Tim Wright: Bass on tracks: 7 to 18, 24 to 32.
Ikue Mori: Drums
Lyrics By – Arto Lindsay (tracks: 1 to 3, 6 to 9, 11, 12, 19, 22, 25 to 31), Ikue Mori (tracks: 32), Robin Crutchfield (tracks: 5, 21, 23)
Written-By – Lindsay, Mori, Crutchfield (tracks: 1 to 6, 19 to 23), Wright (tracks: 7 to 19, 22, 24 to 32)
Producer – Brian Eno (tracks: 3 to 6), DNA (4) (tracks: 7 to 18)

 V.A.: No New York (LP, comp., Antilles, AN-7067, 1978, US)というコンピレーションLPを買ったのがきっかけであった。思い返せば、1970年代はロックの歴史にとって激動の時代だった。特に後半が速い。高校時代は大体3年遅れで情報が入ってきていたが、それも早くなった。おかげでパンクを素通りしてポスト・パンクやオルタナあたりで時代に追いついた。ちょうど大学に通いはじめ、人生初の外へ向けての音楽活動であった"Viola Renea"に加入した頃だ。プログレが終わってパンクには馴染めなくて、King Crimson人脈の延長でBrian Enoにたどりつき、ひとしきり環境音楽に入れあげた後、ほぼ同時に入ってきたLPである。もっとも共鳴したのがB面後半の4曲、アーティストは"DNA"とあった。

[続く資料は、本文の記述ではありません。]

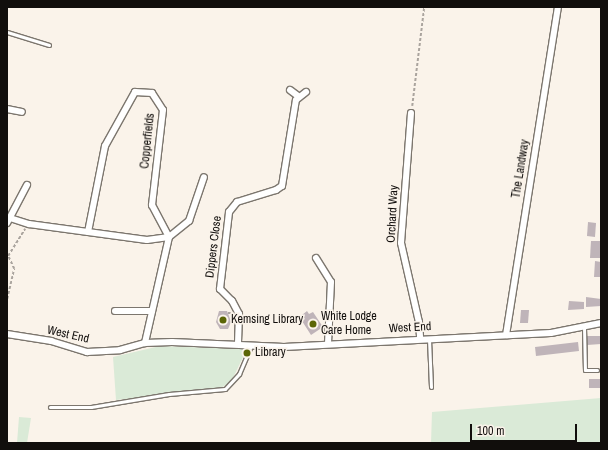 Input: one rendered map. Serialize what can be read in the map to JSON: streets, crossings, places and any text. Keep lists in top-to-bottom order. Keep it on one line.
{"streets":{"street":["Copperfields","The Landway","Orchard Way","Dippers Close","West End"]},"crossings":[["The Landway","West End"],["Orchard Way","West End"],["Dippers Close","West End"]],"places":["Kemsing Library","White Lodge Care Home","Library"],"scale_bar":"100 m"}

 "DNA"は、Arto LindsayとRobin Crutchfieldによって結成されたが、実質的な活動期にIkue Moriを迎えた。このバンドはCrutchfield以外は全くといって良いほど楽器の演奏ができなかったにもかかわらず、強烈な音のせめぎ合いを見せている。それ以降、"DNA"を追いかけてシングルを何枚か手に入れた覚えがある。彼らはポスト・パンクを引き継ぐ形でMaxi's Kansas CityやCBGBで演奏された録音が残っているが、ほとんどはコンピレーションかシングルでのリリースだった。2004年になって、彼らの集大成的な編集CDが発売され、ここにその全容を聴くことができる。しかし、極めて短いフレーズの断片だけで一曲となっているものが多く、これをたくさん聴くのはファンであっても辛いものがある。
 彼らの音楽を言葉で表現したり定義づけたりするのは難しい。しかし、そのつんざくような音の感触や、ランダムに投げかけられる言葉の端々に、制限されるもののない直情的な突発と一瞬で消えゆく美を感じ取ることができる。ニューヨークのポスト・パンクをふくめ、アメリカに産み落とされた音楽を追ったのはこれ限りであったので、次回は海を越えて南米大陸の音楽大国、ブラジルへ渡ることにしよう。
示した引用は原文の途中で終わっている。